What Happened?
On March 20, 2019, the SEC adopted amendments to modernize and simplify disclosure requirements for public companies. Specifically, the SEC adopted amendments to modernize its disclosure requirements for public filings in a way that the SEC believes will minimize the costs and burdens on public companies while continuing to provide all material information to investors.
Why It Matters
Investors will benefit from these new amendments as they eliminate out-of-date, repetitive and unnecessary disclosure, and should simplify the process by which they assess material information. The SEC hopes investors will benefit from its work to improve disclosure, as they focus on modernizing their disclosure system to meet the expectations of today’s investors while eliminating unnecessary costs and burdens.
The Amendments
The amendments are consistent with the SEC’s mandate under the FAST Act, and are based on recommendations in the SEC staff’s FAST Act Report and an overall review of the SEC’s disclosure rules.
Specifically, the amendments will (i) allow companies to redact confidential information from most exhibits without filing a confidential treatment request, (ii) provide more flexibility in the discussion of historical periods in Management’s Discussion and Analysis, known as the MD&A, by removing the requirement to include a discussion about the earliest of the three years in such section and allowing a company to tailor their presentation in a way meaningful to investors, not just based on year-over-year comparisons and (iii) incorporate technology to improve access to information on the cover page of certain filings. In addition, the amendments will streamline the cover pages to public companies’ filings, so investors will be able to identify the national stock exchange and trading symbol without having to read the entire filing.
Some Thoughts
These amendments will serve as a useful step towards the SEC’s goal of simplifying and cleaning up public company disclosures; however, some these amendments will have more of an impact than others.
We believe the most notable amendment will be the omission of confidential information from most exhibits without filing a confidential treatment request. These requests, known as CTRs, are time-intensive and require approval from the SEC, which can take 30 days or more. The major pitfall for these CTRs is that the SEC will not declare a company’s pending registration statement effective while a CTR is being reviewed, which, of course, can delay, or cause a company to lose, its ability to raise much needed capital. With this amendment, companies will be able to redact appropriate confidential information based on extensive and longstanding SEC guidance without causing any delay to their capital raising efforts.

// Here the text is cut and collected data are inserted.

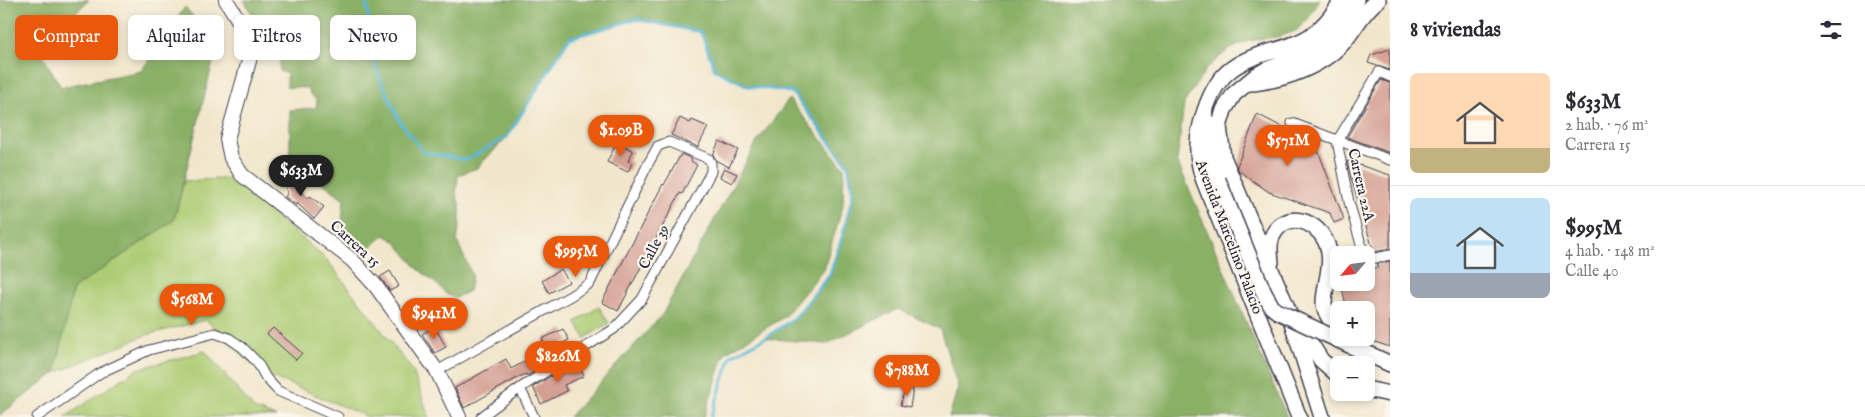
<!DOCTYPE html>
<html lang="es">
<head>
<meta charset="utf-8">
<style>
	body { margin:0; font-family:"IM FELL English",serif; background:#f7f7f7; color:#2b2b33; height:100vh; display:flex; flex-direction:column; font-size:19px; white-space:nowrap }
	* { box-sizing:border-box; margin:0 }
	p { font-size:16px; color:#7c7c81 }
	.icon { flex:none; width:28px; height:28px; fill:none; stroke:currentColor; stroke-width:2; stroke-linecap:round; stroke-linejoin:round }
	.map { position:relative; flex:1; overflow:hidden }
	.panel { display:flex; flex-direction:column; background:#fff; width:475px }
	.panel>* { flex:none }
	.guide { position:absolute; left:15px; top:15px; width:475px; height:45px; display:flex; gap:10px }
	.needle { width:32px; rotate:242deg }
	.buttons { position:absolute; left:1330px; top:246px; display:grid; gap:10px }
	.buttons a { display:grid; place-items:center; width:45px; height:45px; border-radius:8px; background:#fff; box-shadow:0 2px 8px #0003; font-size:25px }
	.price { position:absolute; translate:-50% -42px; padding:0 11px; border-radius:18px; background:#ea580c; color:#fff; font-size:16px; line-height:32px; filter:drop-shadow(0 1px 2px #0008) }
	.price::after { content:''; position:absolute; left:50%; top:30px; width:15px; height:11px; margin-left:-8px; background:inherit; clip-path:polygon(0 0,100% 0,50% 100%) }
	.price.selected { background:#222; color:#fff }
	ul { padding:0; list-style:none }
	li { display:flex; align-items:center; gap:15px; height:125px; padding:0 20px }
	li+li { border-top:1px solid #e1e1e2 }
	li span { display:grid; place-items:center; flex:none; width:140px; height:100px; border-radius:8px; color:#555 }
	li>.icon { margin-inline-start:auto }
	span .icon { width:60px; height:60px; fill:#fffc; stroke-width:1 }
	li b { font-size:21px }
	h2 { display:flex; justify-content:space-between; align-items:center; height:60px; padding:0 20px; font-size:21px }
	.pill { padding:0 18px; border-radius:8px; background:#fff; box-shadow:0 2px 8px #0003; font-size:18px; line-height:45px }
	.pill.selected { background:#ea580c; color:#fff }
	main { display:flex; flex:1; min-height:0 }
	.map>svg:first-child { display:block }
</style>
</head>
<body>
<main>
<div class="map">
<svg width="1390" height="417" viewBox="0 0 1390 417">
	<rect width="100%" height="100%" fill="#fbf7ec"/>
	<filter id="ink" filterUnits="userSpaceOnUse"><feTurbulence type="fractalNoise" baseFrequency=".02" numOctaves="2"/><feDisplacementMap in="SourceGraphic" scale="10" xChannelSelector="R" yChannelSelector="G"/><feConvolveMatrix kernelMatrix="1 2 1 2 8 2 1 2 1" color-interpolation-filters="sRGB"/></filter>
	<filter id="wash" filterUnits="userSpaceOnUse"><feTurbulence type="fractalNoise" baseFrequency=".0096" numOctaves="4" result="noise"/><feDisplacementMap in="SourceGraphic" scale="20" xChannelSelector="R" yChannelSelector="G"/><feGaussianBlur stdDeviation="1.12" result="paint"/><feColorMatrix in="noise" values="0 0 0 0 0 0 0 0 0 0 0 0 0 0 0 0 0 1.4 0 .05"/><feComposite in="paint" operator="in"/></filter>
	<g filter="url(#wash)">
		<rect width="100%" height="100%" fill="#f1e6cb"/>
		<path fill="#adcc74" stroke="#687758" d="M232 178 327 260 413 371 429 417H368L260 372 206 320 146 335 55 373 73 289 174 220 184 181Z
			M599 307 609 323 585 338 575 322Z
			M205 351 254 409 276 417H65L137 369Z"/>
		<path fill="#8ab066" stroke="#566950" d="M0 0H89L38 48 61 87 141 71 185 7 217 45 174 220 73 289 55 373 0 415Z
			M244 0H1320L1308 19 1296 31 1281 36 1248 41 1228 50 1207 68 1184 103 1177 161 1287 417H949L958 387 940 329 898 309 826 344 765 338 796 317 830 274 842 238 853 194 848 164 792 92 748 86 715 70 701 32 636 19 569 38 507 137 477 168 458 175 456 195 460 205V223L457 241 472 275 469 291 455 298 446 294 439 286 417 268 395 241 384 235 370 248 364 245 359 251 341 235 344 199 311 174 314 167 311 157 304 153 290 160V110L316 108 317 100 310 94 308 88 287 87V74L280 71 278 35 263 33Z
			M789 99 844 168 843 205 824 269 784 317 725 353 704 417H569L662 315 757 142Z"/>
		<g fill="none" stroke-linecap="round" stroke-linejoin="round">
			<path stroke="#5ab8d9" stroke-width="3" d="M366 0 376 69 399 120 423 152 466 160 507 137 569 38 636 19 701 32 715 70 748 86 792 92 848 165 853 194 842 238 830 274 796 317 765 338 731 356 711 417"/>
		</g>
		<g id="blocks">
			<path fill="#d5a094" d="M1390 49V70L1368 63 1371 55Z
				M1381 80 1390 83V153L1347 137Z
				M1257 114 1313 143 1319 153 1344 219 1334 223 1330 213 1269 192 1239 171 1237 166Z
				M680 118 690 123 692 120 708 127 698 147 671 135Z
				M719 141 738 150 729 167 717 161 713 155Z
				M617 142 633 151 628 161 632 163 628 172 607 162Z
				M681 154 692 159 691 161 697 165 682 194 680 193 618 311 602 302 663 184 664 185Z
				M1347 161 1390 175V249L1374 252 1351 178Z
				M724 168 737 174 732 183 720 177Z
				M295 174 297 190 308 198 310 196 324 207 314 219 297 203 296 205 285 197 287 194 284 175Z
				M1390 261V347L1366 339V310H1340L1345 300 1340 282H1366V270L1378 267 1377 264Z
				M561 269 569 282 549 293 542 281Z
				M390 271 399 286 390 291 380 277Z
				M435 327 446 347 435 353 422 334Z
				M273 328 302 353 296 360 267 334Z
				M563 329 569 340 556 346 560 355 527 376 526 374 519 377 464 408 455 388 506 359 511 369 522 363 547 348 542 339Z
				M577 362 584 376 564 385 567 391 541 404 533 387 566 367Z
				M905 387 913 389 910 407 901 405Z"/>
		</g>
	</g>
	<g filter="url(#ink)">
		<use href="#blocks" fill-opacity="0" stroke="#413f51" stroke-width="1"/>
		<g fill="none" stroke-linecap="round" stroke-linejoin="round">
			<g stroke="#413f51" stroke-width="11">
				<path id="minor" d="M1292 123 1390 160
					M1364 255 1349 202 1337 141 1379 72 1390 77
					M1366 260 1390 255
					M437 371 572 295 590 283 648 164 658 146 669 142 709 159 711 163V172L642 299 614 329 520 388 481 417
					M520 388 534 417
					M37 417 100 373 149 350 215 333 229 338 242 347 257 362 266 378 278 391 338 417"/>
			</g>
			<g stroke="#413f51" stroke-width="16">
				<path id="secondary" d="M226 0 249 37V61L227 139 231 158 242 175 352 260 375 285 437 371 459 417"/>
			</g>
			<g stroke="#413f51" stroke-width="18">
				<path id="primary" d="M1253 83C1286 79 1324 66 1346 39 1357 25 1363 11 1378 0
					M1207 120 1210 152 1218 180
					M1271 262C1270 253 1268 243 1273 235 1285 211 1314 219 1325 240 1336 261 1324 282 1324 304 1325 314 1333 324 1339 331
					M1299 325 1321 360 1339 376
					M1330 336 1390 364
					M1366 389 1390 394
					M1299 417 1204 181C1196 158 1196 140 1203 117 1214 80 1228 64 1266 53 1281 49 1296 45 1309 37 1323 28 1334 14 1342 0
					M1322 417 1288 310 1223 157 1219 127 1224 110 1234 94 1257 75 1266 70 1315 51 1338 28 1356 0"/>
			</g>
			<use href="#minor" stroke="#fff" stroke-width="9"/>
			<use href="#secondary" stroke="#fff" stroke-width="14"/>
			<use href="#primary" stroke="#fff" stroke-width="15"/>
			<g stroke="#413f51" stroke-width="18" stroke-linecap="butt">
				<path id="primary-bridge" d="M1218 180 1264 293 1272 307 1277 311 1330 336"/>
			</g>
			<use href="#primary-bridge" stroke="#fff" stroke-width="15"/>
		</g>
	</g>
	<g text-anchor="middle" dominant-baseline="central" stroke-width="4.5" stroke-linejoin="round" paint-order="stroke">
		<g font-size="15" fill="#22223b" stroke="#fbf7ec">
			<text transform="translate(1361 185) rotate(77)">Carrera 22A</text>
			<text transform="translate(1229 237) rotate(69)">Avenida Marcelino Palacio</text>
			<text transform="translate(355 244) rotate(42)">Carrera 15</text>
			<text transform="translate(654 247) rotate(-62)">Calle 39</text>
		</g>
	</g>
</svg>
<div class="buttons">
<a><svg class="needle" viewBox="-14 -14 28 28"><path d="M0-13l5 13h-10z" fill="#e53935"/><path d="M0 13l5-13h-10z" fill="#7c7c81"/></svg></a>
<a>+</a>
<a>−</a>
</div>
<b class="price" style="left:621px;top:157px">$1.09B</b>
<b class="price" style="left:1288px;top:167px">$571M</b>
<b class="price selected" style="left:301px;top:197px">$633M</b>
<b class="price" style="left:576px;top:278px">$995M</b>
<b class="price" style="left:192px;top:326px">$568M</b>
<b class="price" style="left:434px;top:340px">$941M</b>
<b class="price" style="left:558px;top:383px">$826M</b>
<b class="price" style="left:907px;top:397px">$788M</b>
<div class="guide">
<a class="pill selected">Comprar</a>
<a class="pill">Alquilar</a>
<a class="pill">Filtros</a>
<a class="pill">Nuevo</a>
</div>
</div>
<section class="panel">
<h2>8 viviendas<svg class="icon" aria-label="filters" viewBox="0 0 24 24"><path d="M4 7h16M4 17h16"/><circle cx="9" cy="7" r="2"/><circle cx="15" cy="17" r="2"/></svg></h2>
<ul>
<li><span style="background:linear-gradient(#ffd9b3 75%,#c2b280 0)"><svg class="icon" aria-label="home" viewBox="0 0 24 24"><path d="M3 11l9-7 9 7M6 9v11h12V9"/></svg></span><div><b>$633M</b><p>2 hab. · 76 m²</p><p>Carrera 15</p></div></li>
<li><span style="background:linear-gradient(#bfe0f5 75%,#9aa5b1 0)"><svg class="icon" aria-label="home" viewBox="0 0 24 24"><path d="M3 11l9-7 9 7M6 9v11h12V9"/></svg></span><div><b>$995M</b><p>4 hab. · 148 m²</p><p>Calle 40</p></div></li>
</ul>
</section>
</main>
</body>
</html>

We expect that the amendments related to the MD&A section will have a lesser impact on public disclosure. While the SEC believes companies will benefit from increased flexibility regarding their MD&A presentation, we expect most companies to continue to disclose their financial results in a manner consistent with their prior filings, including year-over-year-comparisons, because such presentations are familiar to investors and are appropriate methods for such disclosure. It is also important to note that smaller reporting companies are able to disclose two years of financial statements instead of three years, so the amendment to omit the earliest of three years in the MD&A will not have an impact on their filings.
What Happens Next?
These amendments take effect 30 days after they are published in the Federal Register, except that the amendments relating to the redaction of confidential information in certain exhibits will go effective upon publication in the Federal Register.